Malika, qui vit à Londres, note que la « modest fashion » (« mode pudique ») s'est développée en Grande-Bretagne avant la France. Et « cela n'a pas été un grand scandale ». « On ne s'attarde pas sur la richesse de la diversité en France. Or, il y a des opportunités extraordinaires », dit-elle, citant une étude selon laquelle les dépenses des musulmans consacrées aux vêtements dans le monde, évaluées à 266 milliards de dollars, pourraient atteindre 484 milliards en 2019.


Alors que des féministes sont vent debout contre cette mode islamique et qu'Élisabeth Badinter appelle à boycotter les marques occidentales qui vendent ces tenues, les fondatrices de Fringadine s'insurgent contre les « clichés » sur les femmes voilées et « une stigmatisation » des musulmans. « Moi, j'ai choisi de porter le voile toute seule », affirme Malika. « J'ai fait des études, je me considère comme féministe. Je porte le hijab, mais chez moi, c'est moi qui ai la plus grande bouche ! »


 


Loin du bling-bling moyen-oriental-


Les deux quadragénaires, qui revendiquent une démarche « éthique », travaillent avec une modéliste et font réaliser leurs vêtements en France par des couturières. Ce qui fait monter les prix : 150 euros en moyenne. Les collections sont réduites et les deux amies remboursent tout juste leurs emprunts, sans pouvoir encore se verser de salaire.
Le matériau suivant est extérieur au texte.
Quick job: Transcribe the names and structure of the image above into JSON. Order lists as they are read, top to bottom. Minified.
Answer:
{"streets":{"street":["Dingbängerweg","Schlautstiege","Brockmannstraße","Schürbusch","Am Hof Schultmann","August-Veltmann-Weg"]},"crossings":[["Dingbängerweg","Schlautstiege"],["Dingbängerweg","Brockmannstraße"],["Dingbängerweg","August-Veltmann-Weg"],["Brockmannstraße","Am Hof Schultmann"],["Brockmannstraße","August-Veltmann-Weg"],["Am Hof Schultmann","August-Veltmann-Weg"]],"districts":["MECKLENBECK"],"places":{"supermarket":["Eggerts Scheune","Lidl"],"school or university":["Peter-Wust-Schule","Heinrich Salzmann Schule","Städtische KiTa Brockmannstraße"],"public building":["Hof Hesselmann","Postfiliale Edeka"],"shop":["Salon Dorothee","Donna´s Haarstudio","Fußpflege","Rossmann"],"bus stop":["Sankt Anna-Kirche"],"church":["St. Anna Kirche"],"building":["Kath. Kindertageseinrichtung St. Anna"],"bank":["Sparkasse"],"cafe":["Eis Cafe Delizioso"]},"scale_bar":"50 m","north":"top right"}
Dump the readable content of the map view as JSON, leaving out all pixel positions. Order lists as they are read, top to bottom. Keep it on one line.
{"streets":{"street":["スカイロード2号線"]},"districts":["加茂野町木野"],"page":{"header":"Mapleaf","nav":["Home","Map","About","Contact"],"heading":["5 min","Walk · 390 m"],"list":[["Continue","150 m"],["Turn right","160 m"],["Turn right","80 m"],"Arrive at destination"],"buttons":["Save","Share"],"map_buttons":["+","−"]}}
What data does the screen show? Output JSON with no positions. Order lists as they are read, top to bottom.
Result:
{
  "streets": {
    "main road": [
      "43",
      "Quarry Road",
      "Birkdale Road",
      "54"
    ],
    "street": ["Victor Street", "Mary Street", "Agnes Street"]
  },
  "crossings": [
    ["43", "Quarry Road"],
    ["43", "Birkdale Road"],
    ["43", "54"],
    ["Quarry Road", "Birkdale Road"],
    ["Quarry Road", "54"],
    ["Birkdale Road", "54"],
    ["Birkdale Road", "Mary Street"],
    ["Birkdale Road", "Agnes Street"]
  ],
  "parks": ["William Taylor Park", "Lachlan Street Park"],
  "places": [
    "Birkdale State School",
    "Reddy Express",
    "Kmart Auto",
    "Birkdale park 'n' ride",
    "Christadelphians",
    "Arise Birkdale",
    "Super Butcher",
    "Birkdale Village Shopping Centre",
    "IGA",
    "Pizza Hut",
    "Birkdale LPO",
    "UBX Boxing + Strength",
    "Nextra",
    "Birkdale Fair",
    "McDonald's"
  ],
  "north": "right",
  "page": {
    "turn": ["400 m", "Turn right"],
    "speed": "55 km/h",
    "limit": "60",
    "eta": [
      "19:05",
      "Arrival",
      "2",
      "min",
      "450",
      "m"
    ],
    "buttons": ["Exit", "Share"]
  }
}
Selon le blogueur musulman « orthodoxe » Fateh Kimouche, spécialiste de l'économie islamique, des dizaines de marques de ce type se sont développées ces dernières années en France, comme Misstoura, Inès à Paris, Dabaïa Collection, Al Moultazimoun, Hijab Glam…


Férues de défilés, les cofondatrices de Fringadine, qui avouent un faible pour Valentino, ont voulu « se distinguer par rapport à ce qui se fait ailleurs dans la +modest fashion+ », notamment du style du Moyen-Orient, « où on va trouver beaucoup de matières légères, du polyester, du bling-bling ».